StaunchMomma · 01/01/2024 14:46

The only person I feel sorry for is your DH - you literally mentioned his existence in passing then proceeded to blah-blah on for ages about some incredibly childish crush on your boss like you're a 12 year old.

Really rather pathetic

Get over yourself and be a better person/wife.

Edited

Yup I came for advice how to get over this. Of course
mumsnetters have never had a thought about anyone other than their husband in 16 years. So let me know how you achieve this please.

OP posts:
MistletoeHolly · 01/01/2024 15:57

StaunchMomma · 01/01/2024 14:46

The only person I feel sorry for is your DH - you literally mentioned his existence in passing then proceeded to blah-blah on for ages about some incredibly childish crush on your boss like you're a 12 year old.

Really rather pathetic

Get over yourself and be a better person/wife.

Edited

But why would she mention her DH other than in passing when that is not what this thread is about?? 🙄 and why don’t you take your own advice and “get over yourself” rather than being nasty to random strangers on the internet

Nottodaytgankyou · 01/01/2024 15:58

MistletoeHolly · 01/01/2024 14:09

Oh come on!! A guy like this is asking for trouble! Texting people outside of work and laying hands on them is not professional behaviour by any stretch of imagination!

Thank you for your response.

some people seem to have read this as I’ve. Made a huge drama about this at work, am gossiping and raising issues for the man which I have not.

but yup men can carry on messaging people whenever they fancy, light flirting and touching. Completely acceptable.

OP posts:
Muchof · 01/01/2024 16:02

Nottodaytgankyou · 01/01/2024 15:58

Thank you for your response.

some people seem to have read this as I’ve.
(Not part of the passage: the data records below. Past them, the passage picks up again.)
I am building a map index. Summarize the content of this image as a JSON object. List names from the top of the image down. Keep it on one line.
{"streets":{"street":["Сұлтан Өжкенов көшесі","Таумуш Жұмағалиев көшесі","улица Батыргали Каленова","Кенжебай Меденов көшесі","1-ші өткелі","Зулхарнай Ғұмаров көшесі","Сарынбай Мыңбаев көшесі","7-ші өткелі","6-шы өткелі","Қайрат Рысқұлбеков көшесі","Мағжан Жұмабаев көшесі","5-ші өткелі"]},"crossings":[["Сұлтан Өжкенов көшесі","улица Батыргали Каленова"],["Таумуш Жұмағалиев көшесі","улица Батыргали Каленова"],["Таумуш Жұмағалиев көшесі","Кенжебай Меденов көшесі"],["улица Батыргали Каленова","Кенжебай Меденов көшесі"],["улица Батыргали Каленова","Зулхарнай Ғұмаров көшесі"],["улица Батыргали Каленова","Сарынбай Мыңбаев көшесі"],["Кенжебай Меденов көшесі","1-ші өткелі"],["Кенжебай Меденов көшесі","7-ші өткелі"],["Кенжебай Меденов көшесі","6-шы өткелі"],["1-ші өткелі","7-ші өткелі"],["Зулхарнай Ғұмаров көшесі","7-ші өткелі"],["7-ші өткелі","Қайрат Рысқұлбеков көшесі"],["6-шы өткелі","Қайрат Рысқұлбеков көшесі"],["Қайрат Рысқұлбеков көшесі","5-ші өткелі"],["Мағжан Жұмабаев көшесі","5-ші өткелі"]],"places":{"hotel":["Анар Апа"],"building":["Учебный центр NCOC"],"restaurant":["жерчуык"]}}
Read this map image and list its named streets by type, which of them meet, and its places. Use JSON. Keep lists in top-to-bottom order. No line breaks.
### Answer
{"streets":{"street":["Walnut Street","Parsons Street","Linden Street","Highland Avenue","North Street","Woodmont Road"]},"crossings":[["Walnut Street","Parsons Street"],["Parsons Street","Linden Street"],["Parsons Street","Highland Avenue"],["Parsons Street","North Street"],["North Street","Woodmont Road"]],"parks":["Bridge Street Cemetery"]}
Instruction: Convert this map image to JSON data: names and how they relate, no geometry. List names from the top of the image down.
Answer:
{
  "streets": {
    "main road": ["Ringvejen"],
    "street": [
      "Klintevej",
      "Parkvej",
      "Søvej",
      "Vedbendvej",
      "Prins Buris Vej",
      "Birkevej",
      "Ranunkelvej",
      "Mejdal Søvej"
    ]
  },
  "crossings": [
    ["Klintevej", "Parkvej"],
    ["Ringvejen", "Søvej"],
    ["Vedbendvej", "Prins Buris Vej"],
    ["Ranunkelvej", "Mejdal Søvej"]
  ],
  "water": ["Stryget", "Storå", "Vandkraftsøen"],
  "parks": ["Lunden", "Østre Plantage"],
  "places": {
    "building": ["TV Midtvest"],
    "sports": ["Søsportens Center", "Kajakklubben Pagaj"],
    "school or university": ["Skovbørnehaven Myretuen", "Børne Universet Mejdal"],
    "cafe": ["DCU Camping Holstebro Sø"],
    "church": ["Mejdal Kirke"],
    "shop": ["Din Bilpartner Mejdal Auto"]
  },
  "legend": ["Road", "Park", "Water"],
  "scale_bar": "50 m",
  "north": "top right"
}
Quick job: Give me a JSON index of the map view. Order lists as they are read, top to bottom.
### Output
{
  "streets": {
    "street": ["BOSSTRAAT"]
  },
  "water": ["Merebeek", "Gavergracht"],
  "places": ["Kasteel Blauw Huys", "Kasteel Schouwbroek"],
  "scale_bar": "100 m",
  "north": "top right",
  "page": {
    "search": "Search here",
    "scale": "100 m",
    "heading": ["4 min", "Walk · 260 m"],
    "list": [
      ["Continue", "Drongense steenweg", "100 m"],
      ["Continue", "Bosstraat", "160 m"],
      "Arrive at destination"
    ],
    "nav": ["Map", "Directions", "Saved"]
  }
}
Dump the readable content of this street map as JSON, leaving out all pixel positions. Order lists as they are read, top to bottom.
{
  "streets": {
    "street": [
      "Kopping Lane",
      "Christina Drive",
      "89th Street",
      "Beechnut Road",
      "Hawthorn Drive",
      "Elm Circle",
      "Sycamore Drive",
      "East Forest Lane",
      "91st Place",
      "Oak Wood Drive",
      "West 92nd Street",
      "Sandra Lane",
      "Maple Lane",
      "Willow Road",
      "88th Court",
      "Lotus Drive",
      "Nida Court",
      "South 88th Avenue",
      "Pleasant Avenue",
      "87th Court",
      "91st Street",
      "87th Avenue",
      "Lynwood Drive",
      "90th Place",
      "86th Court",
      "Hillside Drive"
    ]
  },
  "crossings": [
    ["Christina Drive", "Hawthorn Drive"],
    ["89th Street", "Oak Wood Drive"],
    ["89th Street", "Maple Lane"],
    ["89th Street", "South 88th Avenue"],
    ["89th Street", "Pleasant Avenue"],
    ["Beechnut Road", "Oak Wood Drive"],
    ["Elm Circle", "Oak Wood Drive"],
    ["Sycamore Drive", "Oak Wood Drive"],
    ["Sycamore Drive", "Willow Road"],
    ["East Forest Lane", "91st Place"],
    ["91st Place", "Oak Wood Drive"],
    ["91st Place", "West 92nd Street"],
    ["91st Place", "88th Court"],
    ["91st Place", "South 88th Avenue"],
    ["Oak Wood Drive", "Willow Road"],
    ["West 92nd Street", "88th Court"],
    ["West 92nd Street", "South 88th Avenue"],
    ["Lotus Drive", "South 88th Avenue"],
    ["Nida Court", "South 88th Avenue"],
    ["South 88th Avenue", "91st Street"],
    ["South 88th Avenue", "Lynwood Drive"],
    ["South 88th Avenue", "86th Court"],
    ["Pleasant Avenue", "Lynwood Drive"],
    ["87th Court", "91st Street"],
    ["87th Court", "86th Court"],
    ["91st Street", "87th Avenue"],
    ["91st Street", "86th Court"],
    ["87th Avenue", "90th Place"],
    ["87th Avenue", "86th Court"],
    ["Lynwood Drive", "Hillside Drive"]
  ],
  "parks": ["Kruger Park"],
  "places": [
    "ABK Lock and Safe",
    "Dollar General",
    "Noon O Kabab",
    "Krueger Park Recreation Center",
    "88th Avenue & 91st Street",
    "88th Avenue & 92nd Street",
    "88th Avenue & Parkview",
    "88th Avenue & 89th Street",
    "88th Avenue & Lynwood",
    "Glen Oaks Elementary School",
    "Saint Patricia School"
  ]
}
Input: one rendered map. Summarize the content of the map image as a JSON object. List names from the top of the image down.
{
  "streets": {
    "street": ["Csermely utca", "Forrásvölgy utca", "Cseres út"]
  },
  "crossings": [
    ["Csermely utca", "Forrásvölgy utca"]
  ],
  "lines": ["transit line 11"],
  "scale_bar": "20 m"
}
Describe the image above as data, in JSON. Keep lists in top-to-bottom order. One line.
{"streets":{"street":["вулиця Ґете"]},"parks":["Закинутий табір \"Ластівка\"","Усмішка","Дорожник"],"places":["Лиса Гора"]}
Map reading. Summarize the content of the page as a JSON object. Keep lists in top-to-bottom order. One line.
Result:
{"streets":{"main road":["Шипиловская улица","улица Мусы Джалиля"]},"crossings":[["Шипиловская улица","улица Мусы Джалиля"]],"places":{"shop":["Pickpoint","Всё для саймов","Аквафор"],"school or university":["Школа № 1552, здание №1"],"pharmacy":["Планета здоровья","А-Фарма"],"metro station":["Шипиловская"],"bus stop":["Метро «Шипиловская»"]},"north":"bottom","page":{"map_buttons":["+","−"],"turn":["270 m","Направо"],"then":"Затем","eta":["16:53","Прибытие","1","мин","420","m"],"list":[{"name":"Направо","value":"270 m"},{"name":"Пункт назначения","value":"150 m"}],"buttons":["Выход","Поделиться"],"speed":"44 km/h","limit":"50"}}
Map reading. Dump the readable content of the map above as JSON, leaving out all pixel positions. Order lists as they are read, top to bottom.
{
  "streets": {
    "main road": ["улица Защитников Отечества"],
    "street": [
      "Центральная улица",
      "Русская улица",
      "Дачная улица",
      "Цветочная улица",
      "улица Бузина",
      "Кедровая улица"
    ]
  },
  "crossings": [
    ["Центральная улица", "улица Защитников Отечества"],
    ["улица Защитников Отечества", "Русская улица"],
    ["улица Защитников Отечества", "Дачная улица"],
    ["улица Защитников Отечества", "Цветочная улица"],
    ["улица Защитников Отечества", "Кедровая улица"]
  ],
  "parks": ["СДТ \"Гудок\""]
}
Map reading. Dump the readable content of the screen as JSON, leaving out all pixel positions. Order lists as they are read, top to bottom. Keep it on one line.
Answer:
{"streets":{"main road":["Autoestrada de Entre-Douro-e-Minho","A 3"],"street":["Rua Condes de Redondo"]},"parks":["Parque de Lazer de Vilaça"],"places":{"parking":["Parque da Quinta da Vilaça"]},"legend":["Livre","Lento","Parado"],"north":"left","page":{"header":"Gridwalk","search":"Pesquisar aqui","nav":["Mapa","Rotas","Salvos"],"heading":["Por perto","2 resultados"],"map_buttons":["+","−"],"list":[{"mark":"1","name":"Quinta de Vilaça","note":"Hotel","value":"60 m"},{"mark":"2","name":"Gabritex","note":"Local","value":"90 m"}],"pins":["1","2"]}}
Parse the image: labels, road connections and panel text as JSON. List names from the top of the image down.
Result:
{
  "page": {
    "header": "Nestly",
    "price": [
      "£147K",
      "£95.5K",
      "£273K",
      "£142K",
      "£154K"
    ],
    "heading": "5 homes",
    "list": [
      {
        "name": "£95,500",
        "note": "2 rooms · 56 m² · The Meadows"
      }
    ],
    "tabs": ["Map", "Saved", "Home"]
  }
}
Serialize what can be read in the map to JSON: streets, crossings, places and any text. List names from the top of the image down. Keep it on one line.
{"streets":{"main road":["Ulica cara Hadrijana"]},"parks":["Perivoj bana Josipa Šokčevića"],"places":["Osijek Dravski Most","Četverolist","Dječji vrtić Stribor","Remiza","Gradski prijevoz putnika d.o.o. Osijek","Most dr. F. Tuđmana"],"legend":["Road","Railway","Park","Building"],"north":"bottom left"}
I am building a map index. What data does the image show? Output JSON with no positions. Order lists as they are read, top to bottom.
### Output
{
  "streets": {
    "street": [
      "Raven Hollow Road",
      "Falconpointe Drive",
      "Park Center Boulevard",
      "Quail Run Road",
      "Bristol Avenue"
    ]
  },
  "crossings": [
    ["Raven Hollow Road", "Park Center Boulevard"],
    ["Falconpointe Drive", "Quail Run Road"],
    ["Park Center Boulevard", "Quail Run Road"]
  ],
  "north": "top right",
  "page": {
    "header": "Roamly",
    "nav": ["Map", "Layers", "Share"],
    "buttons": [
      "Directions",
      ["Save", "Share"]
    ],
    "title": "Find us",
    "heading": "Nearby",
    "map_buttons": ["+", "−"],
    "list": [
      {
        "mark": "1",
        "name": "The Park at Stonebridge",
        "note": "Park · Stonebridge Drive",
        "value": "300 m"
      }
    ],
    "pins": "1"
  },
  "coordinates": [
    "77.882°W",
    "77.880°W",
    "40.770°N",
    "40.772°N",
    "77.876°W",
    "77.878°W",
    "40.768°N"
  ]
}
Made a huge drama about this at work, am gossiping and raising issues for the man which I have not.

but yup men can carry on messaging people whenever they fancy, light flirting and touching. Completely acceptable.

Oh come on. There was absolutely no mention of staring, messaging, flirting or touching in your first post. Only when people decided that you were the one being a bit odd did you remember. Funny that.

StaunchMomma · 01/01/2024 16:14

MistletoeHolly · 01/01/2024 15:57

But why would she mention her DH other than in passing when that is not what this thread is about?? 🙄 and why don’t you take your own advice and “get over yourself” rather than being nasty to random strangers on the internet

No nastiness. Just truth. She needs to stop and think about how her own actions could cause real harm, rather than pinning everything on someone else.

Her DH would be so upset to read this thread but all she wants to do is blabber on about some bloke absolutely nothing is going on with.

We've ALL had creepy bosses/ flirty co-workers, I'd bet. She says she wants advice to 'get over it' but every time she's told to leave it alone she gets defensive!

TeacherPlease · 01/01/2024 16:36

Nottodaytgankyou · 01/01/2024 15:55

Please don’t stare at staff, contact them outside of working hours and touch them or comment on their family plans. No need.

I’m an absent minded starer. I stop when I catch myself.

I’m not an inappropriate toucher, but might touch someone’s elbow as I squeeze past them at the printer for example. Nothing that other co workers haven’t done to me. Touching can be entirely platonic, and is a known way of building rapport (eg handshakes, light touch of arms, a jovial light tap as part of a joke, a tap on the shoulder to get someone’s attention).

My workplace provides work phones. I’ll text them whenever I like. No obligation to respond, turn it off or put it in a drawer if you want until your working hours. But if I pay for it, so I’ll text it whenever.

And you don’t know what the family plans comment was (I actually thought you meant she had a crush on him too and so didn’t want to have kids with her current partner in case she was going to run off with this new guy).

Snowdogsmitten · 01/01/2024 16:44

Nottodaytgankyou · 01/01/2024 09:35

To me being stared at on its own is creep behaviour but I dunno if people think it’s ok to be stared at at work then 🤷‍♀️

So why do you have a crush on him?! 😵‍💫 this is mental.